BLODGETT, J. Plaintiff imported an article known as “de gras,” or brown grease, upon which the collector assessed a duty at the rate of 25 per cent. ad valorem, as “expressed oil” or “rendered oil,” under clause 92 of Heyl's Arrangement of the Tariff Act of March 3, 1883. Plaintiff insisted that the article in question was dutiable under clause 437 of Heyl, which reads: “Grease, all not specially enumerated or provided for in this act, ten per centum ad valorem,“— paid the duties under protest, appealed to the secretary of the treasury, by whom the action of the collector was affirmed, and now brings this suit in apt time to recover the excess of duties so paid. The proof shows that the commodity in question is the fatty matter which is obtained from wool in the process of cleansing for manufacture, it being perhaps well known that all wools contain more or less of this peculiar fatty substance, and of late years it has become the usage, among manufacturers of woolen goods, especially in France, Germany, and Belgium, to save this fatty or greasy substance, and it has gone into use, mainly by tanners, for stuffing 262leather. It is not a liquid or fluid oil, but at the ordinary temperature maintains about the same degree of solidity as lard. It has some peculiar qualities,—for instance, only a small proportion of it will unite with alkali and form soap, and yet it is very penetrating, and makes leather very soft and pliable. It is not, as the proof shows, an “expressed oil” nor a “rendered oil,” but it is gathered from the water with which the wool is washed by several processes, which have been lately put in use.

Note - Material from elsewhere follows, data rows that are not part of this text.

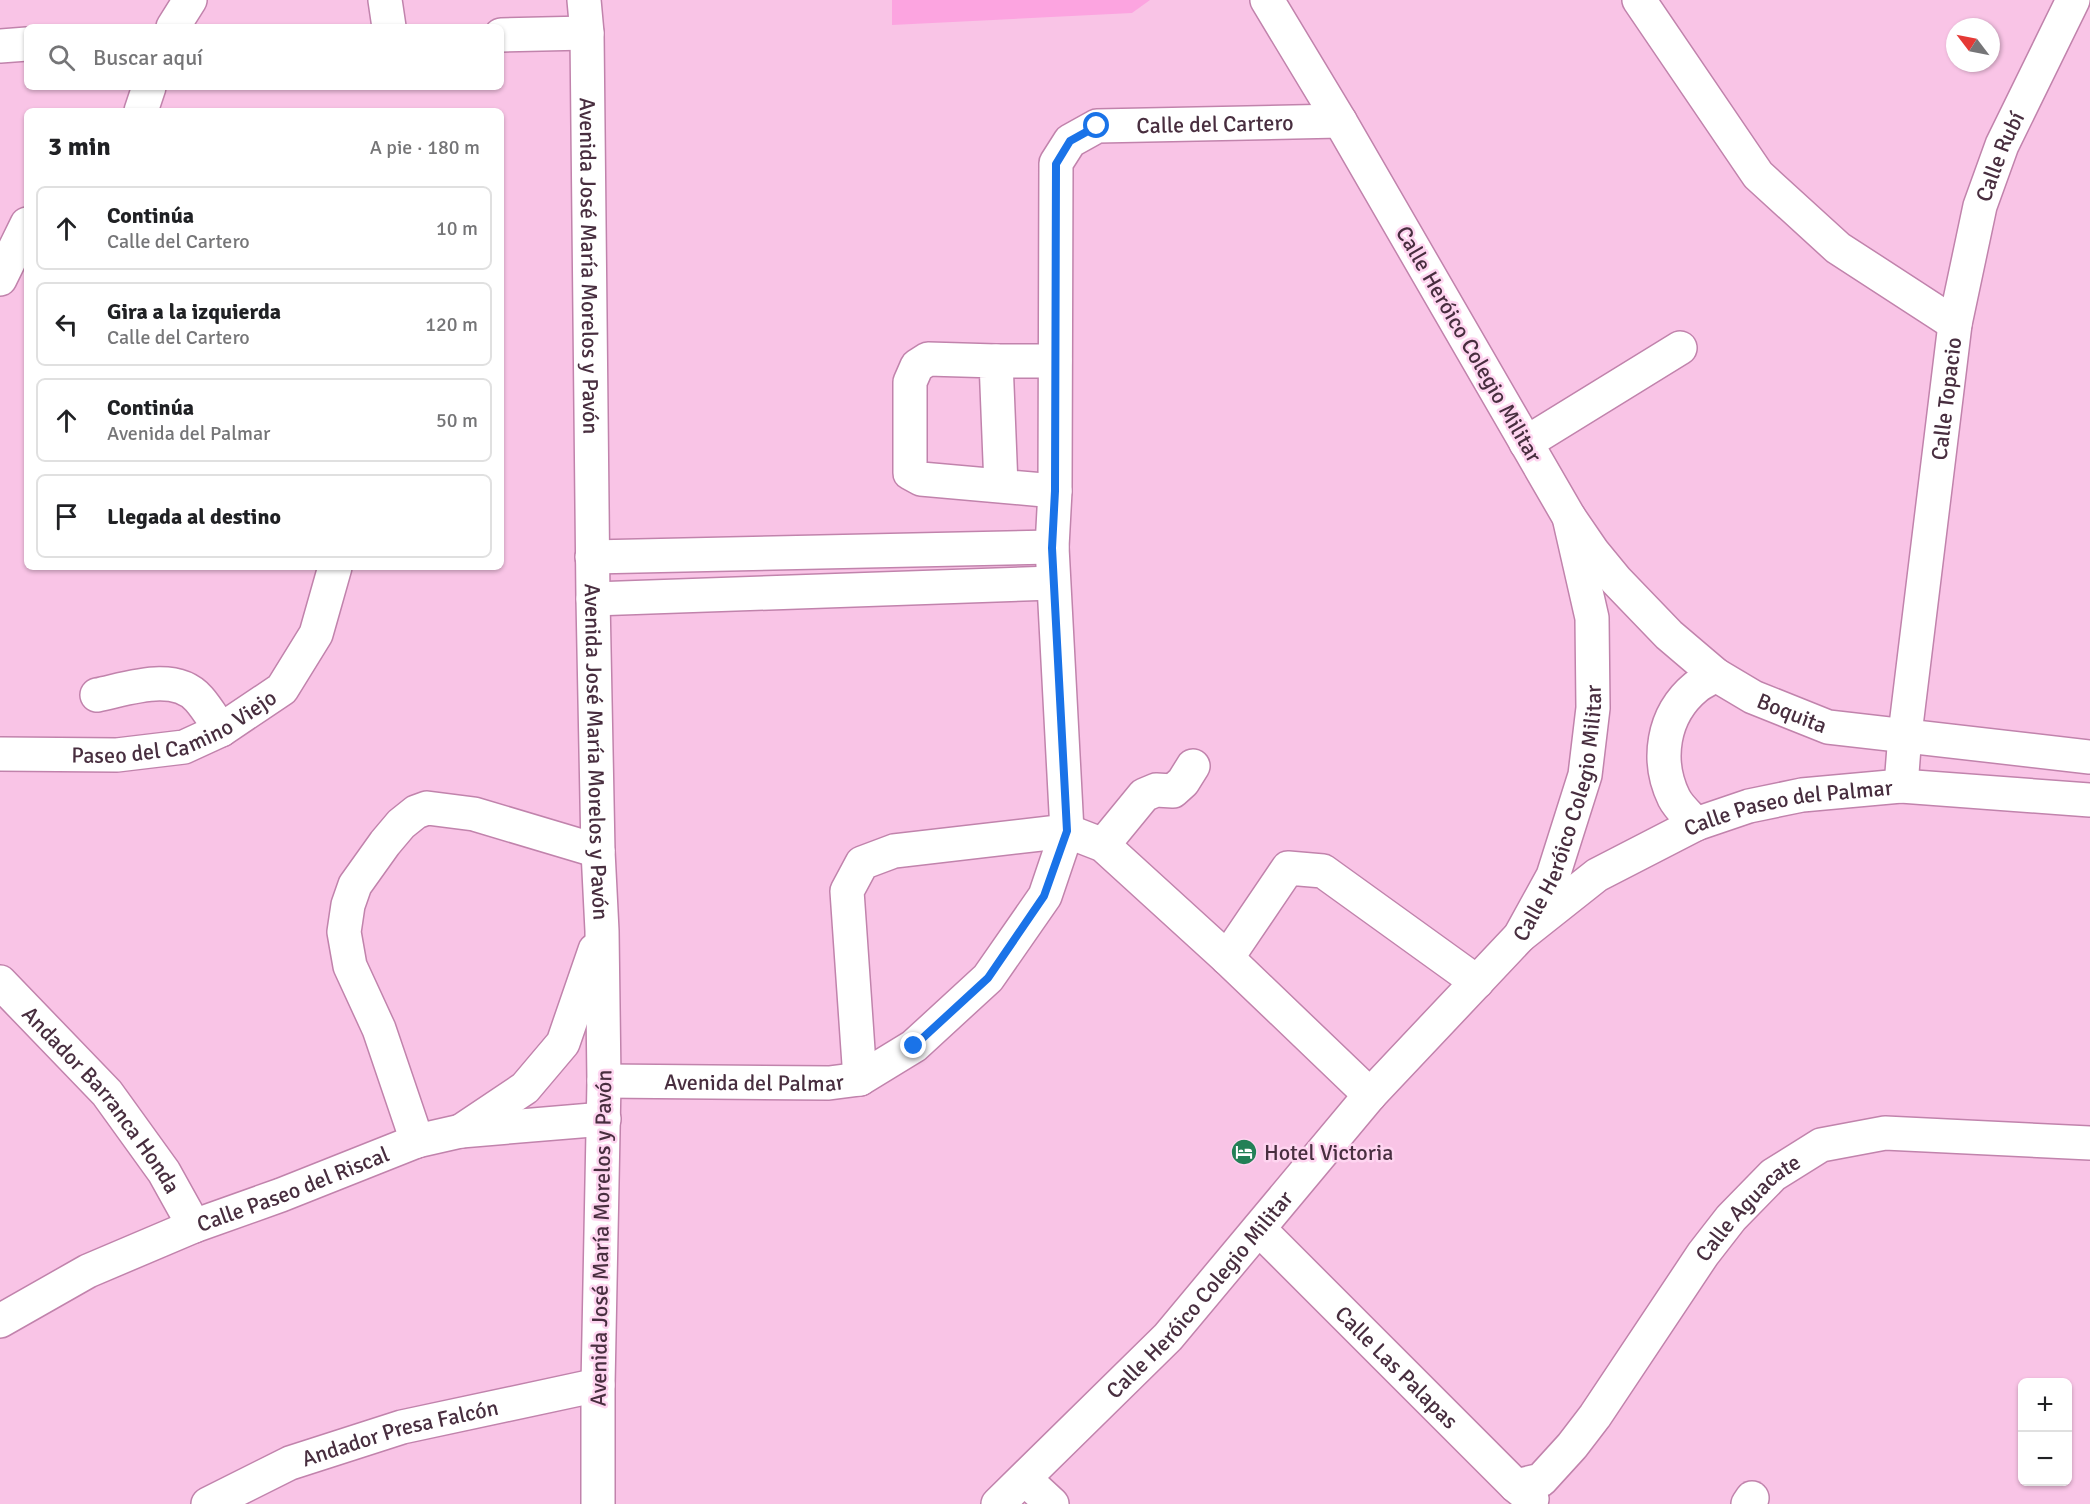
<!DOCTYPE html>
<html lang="es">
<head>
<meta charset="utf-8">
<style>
	:root { --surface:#fff; --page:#f2f2f2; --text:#202124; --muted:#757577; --line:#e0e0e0 }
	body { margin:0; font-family:Signika,sans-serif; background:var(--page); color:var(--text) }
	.controls { position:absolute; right:18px; bottom:18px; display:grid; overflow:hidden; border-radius:9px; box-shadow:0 2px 4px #0004 }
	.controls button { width:54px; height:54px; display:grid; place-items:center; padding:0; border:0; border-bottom:2px solid var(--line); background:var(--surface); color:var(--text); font:30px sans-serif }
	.compass { position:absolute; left:1946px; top:18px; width:54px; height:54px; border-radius:50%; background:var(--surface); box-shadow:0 2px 4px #0004; rotate:302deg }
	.stop { position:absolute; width:18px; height:18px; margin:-14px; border:4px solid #1a73e8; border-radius:50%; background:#fff }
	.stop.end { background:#1a73e8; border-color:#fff; box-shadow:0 2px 6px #0008 }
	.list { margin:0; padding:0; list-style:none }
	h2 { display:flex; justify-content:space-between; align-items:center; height:78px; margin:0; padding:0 24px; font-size:26px }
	h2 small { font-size:20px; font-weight:400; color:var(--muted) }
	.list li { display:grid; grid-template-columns:39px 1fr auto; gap:18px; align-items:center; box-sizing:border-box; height:84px; margin:0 12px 12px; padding:0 12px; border:2px solid var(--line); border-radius:9px }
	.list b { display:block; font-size:22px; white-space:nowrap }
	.list p { margin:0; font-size:20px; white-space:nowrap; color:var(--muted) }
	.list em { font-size:20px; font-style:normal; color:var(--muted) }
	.icon { flex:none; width:33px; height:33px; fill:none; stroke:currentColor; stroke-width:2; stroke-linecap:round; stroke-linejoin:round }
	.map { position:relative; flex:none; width:2090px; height:1504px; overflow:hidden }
	.search { position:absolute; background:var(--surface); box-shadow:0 2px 4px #0004; left:24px; top:24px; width:480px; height:66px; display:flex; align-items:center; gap:15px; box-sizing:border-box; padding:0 21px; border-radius:9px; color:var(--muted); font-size:22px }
	.panel { position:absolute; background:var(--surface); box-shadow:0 2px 4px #0004; left:24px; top:108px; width:480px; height:462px; border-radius:9px }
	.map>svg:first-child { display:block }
	.pitch { fill:#fca4e0 }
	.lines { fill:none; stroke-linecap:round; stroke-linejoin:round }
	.minor-casing { stroke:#c183ac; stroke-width:36 }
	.major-casing { stroke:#c183ac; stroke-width:36 }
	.minor { stroke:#fff; stroke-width:33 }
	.major { stroke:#fff; stroke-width:33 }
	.route { stroke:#1a73e8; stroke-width:8 }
	.labels { text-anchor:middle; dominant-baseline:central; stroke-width:5; stroke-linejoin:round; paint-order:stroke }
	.street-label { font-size:22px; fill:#482e3f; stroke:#fed5f0 }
	.poi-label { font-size:22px; fill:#482e3f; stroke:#fed5f0; text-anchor:start }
</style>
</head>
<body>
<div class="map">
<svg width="2090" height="1504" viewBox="0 0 2090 1504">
	<rect width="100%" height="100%" fill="#f9c4e6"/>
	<path class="pitch" d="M892,0H1150L1132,13L892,25Z"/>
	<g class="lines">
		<g class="minor-casing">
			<g id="minor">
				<path d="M385,0L389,27"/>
				<path d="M1639,0L1758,175L1838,248L1955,324"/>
				<path d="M173,27L190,0"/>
				<path d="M501,35L587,33"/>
				<path d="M0,46L27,44"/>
				<path d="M141,111L149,87"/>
				<path d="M0,279L27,224"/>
				<path d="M996,361H1055"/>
				<path d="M1526,443L1680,348"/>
				<path d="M1001,486L996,361L928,359L917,366L910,382V473L921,479L1055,491"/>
				<path id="s1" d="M1569,517L1593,552L1616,580L1669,635L1716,675L1753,697L1828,727L2090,757"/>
				<path d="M592,557L1052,547"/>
				<path d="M593,599L1053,583"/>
				<path d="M97,695C127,689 175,671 199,699C207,708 214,720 221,730"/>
				<path id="s2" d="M0,754L117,755L184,747L221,730L282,689L316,634L335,567"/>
				<path id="s3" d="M1901,786L1905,734L1955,324L1980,206L2002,145L2073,0"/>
				<path d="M1696,824C1689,816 1679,808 1674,798C1656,761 1662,715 1696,687C1702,682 1710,679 1716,675"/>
				<path d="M1103,845L1144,795L1156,790L1173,791L1183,782L1193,766"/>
				<path id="s4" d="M1520,936L1597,875L1696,824L1749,806L1802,795L1901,786L2090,800"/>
				<path d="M1227,958L1288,868L1323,871L1477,982"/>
				<path id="s5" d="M0,982L107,1093L164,1172L194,1226"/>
				<path d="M860,1079L847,891L862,863L894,851L1067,831L1103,845L1227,958L1370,1095"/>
				<path id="s6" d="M604,1081L829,1083L860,1079L914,1046L988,978L1045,896L1067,831L1052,547L1055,491L1056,163L1070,141L1097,126L1340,121"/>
				<path d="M417,1141L379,1029L350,966L344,932L348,905L355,885L385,843L401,824L416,812L427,808L474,814L598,851"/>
				<path id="s7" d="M1259,1229L1516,1486L1532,1499"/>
				<path id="s8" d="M0,1321L88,1271L194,1226L281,1195L417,1141L461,1131L604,1119"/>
				<path d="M1025,1479L1052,1504"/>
				<path id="s9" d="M1516,1486L1541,1480L1572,1446L1595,1416L1703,1254L1731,1218L1773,1175L1821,1145L1885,1133L2090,1143"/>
				<path id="s10" d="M208,1504L290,1463L402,1427L598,1385"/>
				<path d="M1748,1504L1752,1498"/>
			</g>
		</g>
		<g class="major-casing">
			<g id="major">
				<path id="s11" d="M584,0L587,33L593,599L598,851L602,931L604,1081L598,1385V1504"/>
				<path d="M461,1131L525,1088L563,1043L595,950"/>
				<path id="s12" d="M998,1504L1168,1337L1370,1095L1520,936L1553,876L1585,775L1593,708L1592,618L1569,517L1340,121L1267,0"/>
			</g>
		</g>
		<use href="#minor" class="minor"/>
		<use href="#major" class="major"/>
	</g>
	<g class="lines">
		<path class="route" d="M914,1046L988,978L1044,896L1067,831L1052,548L1055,491L1056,164L1070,141L1097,126"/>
	</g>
	<defs>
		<g id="hotel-disc" transform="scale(1.35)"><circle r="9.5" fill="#238057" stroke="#fed5f0"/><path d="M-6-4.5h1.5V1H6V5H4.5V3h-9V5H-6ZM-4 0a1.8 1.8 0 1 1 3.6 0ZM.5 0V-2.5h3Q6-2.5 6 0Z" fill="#fff"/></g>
	</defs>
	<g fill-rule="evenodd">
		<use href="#hotel-disc" x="1244" y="1152"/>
	</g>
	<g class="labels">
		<g class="street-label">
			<text stroke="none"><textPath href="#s6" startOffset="1432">Calle del Cartero</textPath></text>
			<text stroke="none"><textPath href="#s3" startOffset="639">Calle Rubí</textPath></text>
			<text stroke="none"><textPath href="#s11" startOffset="266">Avenida José María Morelos y Pavón</textPath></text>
			<text transform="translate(1469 344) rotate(60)">Calle Heróico Colegio Militar</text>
			<text stroke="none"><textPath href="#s3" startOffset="390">Calle Topacio</textPath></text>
			<text stroke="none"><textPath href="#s1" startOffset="302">Boquita</textPath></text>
			<text stroke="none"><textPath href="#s2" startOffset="180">Paseo del Camino Viejo</textPath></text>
			<text stroke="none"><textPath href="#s11" startOffset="752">Avenida José María Morelos y Pavón</textPath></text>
			<text stroke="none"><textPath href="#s12" startOffset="903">Calle Heróico Colegio Militar</textPath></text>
			<text stroke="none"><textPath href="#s4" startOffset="304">Calle Paseo del Palmar</textPath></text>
			<text stroke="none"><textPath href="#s6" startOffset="150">Avenida del Palmar</textPath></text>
			<text stroke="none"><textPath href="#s5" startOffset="156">Andador Barranca Honda</textPath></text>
			<text stroke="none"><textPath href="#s8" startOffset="322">Calle Paseo del Riscal</textPath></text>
			<text stroke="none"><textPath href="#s9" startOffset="369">Calle Aguacate</textPath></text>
			<text transform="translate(601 1238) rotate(-89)">Avenida José María Morelos y Pavón</text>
			<text stroke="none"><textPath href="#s12" startOffset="291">Calle Heróico Colegio Militar</textPath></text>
			<text stroke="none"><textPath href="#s7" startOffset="195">Calle Las Palapas</textPath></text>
			<text stroke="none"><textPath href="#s10" startOffset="206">Andador Presa Falcón</textPath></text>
		</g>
		<g class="poi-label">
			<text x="1264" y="1152">Hotel Victoria</text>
		</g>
	</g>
</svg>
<div class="controls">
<button>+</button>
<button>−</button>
</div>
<svg class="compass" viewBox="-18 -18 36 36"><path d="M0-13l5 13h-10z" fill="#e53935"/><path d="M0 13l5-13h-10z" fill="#757577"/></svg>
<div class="stop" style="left:1097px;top:126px"></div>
<div class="stop end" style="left:914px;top:1046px"></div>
<div class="search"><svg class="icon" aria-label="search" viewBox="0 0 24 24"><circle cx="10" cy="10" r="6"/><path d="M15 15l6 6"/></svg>Buscar aquí</div>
<section class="panel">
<h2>3 min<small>A pie · 180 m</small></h2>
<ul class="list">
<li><svg class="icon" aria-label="ahead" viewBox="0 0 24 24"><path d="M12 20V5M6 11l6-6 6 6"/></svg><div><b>Continúa</b><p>Calle del Cartero</p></div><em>10 m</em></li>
<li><svg class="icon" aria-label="left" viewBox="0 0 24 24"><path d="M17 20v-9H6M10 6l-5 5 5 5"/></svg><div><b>Gira a la izquierda</b><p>Calle del Cartero</p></div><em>120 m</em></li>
<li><svg class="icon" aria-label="ahead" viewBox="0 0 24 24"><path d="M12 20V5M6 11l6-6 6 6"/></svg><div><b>Continúa</b><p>Avenida del Palmar</p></div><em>50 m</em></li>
<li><svg class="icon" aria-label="arrive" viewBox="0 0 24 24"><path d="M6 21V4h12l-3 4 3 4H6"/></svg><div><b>Llegada al destino</b></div></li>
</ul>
</section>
</div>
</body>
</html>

The case bears, I think, wholly upon the question of fact as to whether this is an “expressed” or “rendered oil.” The ordinary definition of oil is a fatty or oleaginous substance, which remains fluid in ordinary temperature; and by the term “ordinary temperature” in these definitions I think is meant the temperature at which the animal system comfortably exists. It does not mean a temperature so cool as that artificial heat is requisite for personal comfort, nor so warm that persons are uncomfortable by reason of the heat, but the ordinary temperature in which people work and study with comfort. The substance here in question is solid at this ordinary temperature, and hence it cannot, I think, be classed as an oil, but, by reason of the chief use to which it has so far been applied in this country, it seems to me to come clearly within the definition of “grease not otherwise enumerated,” and should have been assessed for duty at 10 per cent. ad valorem.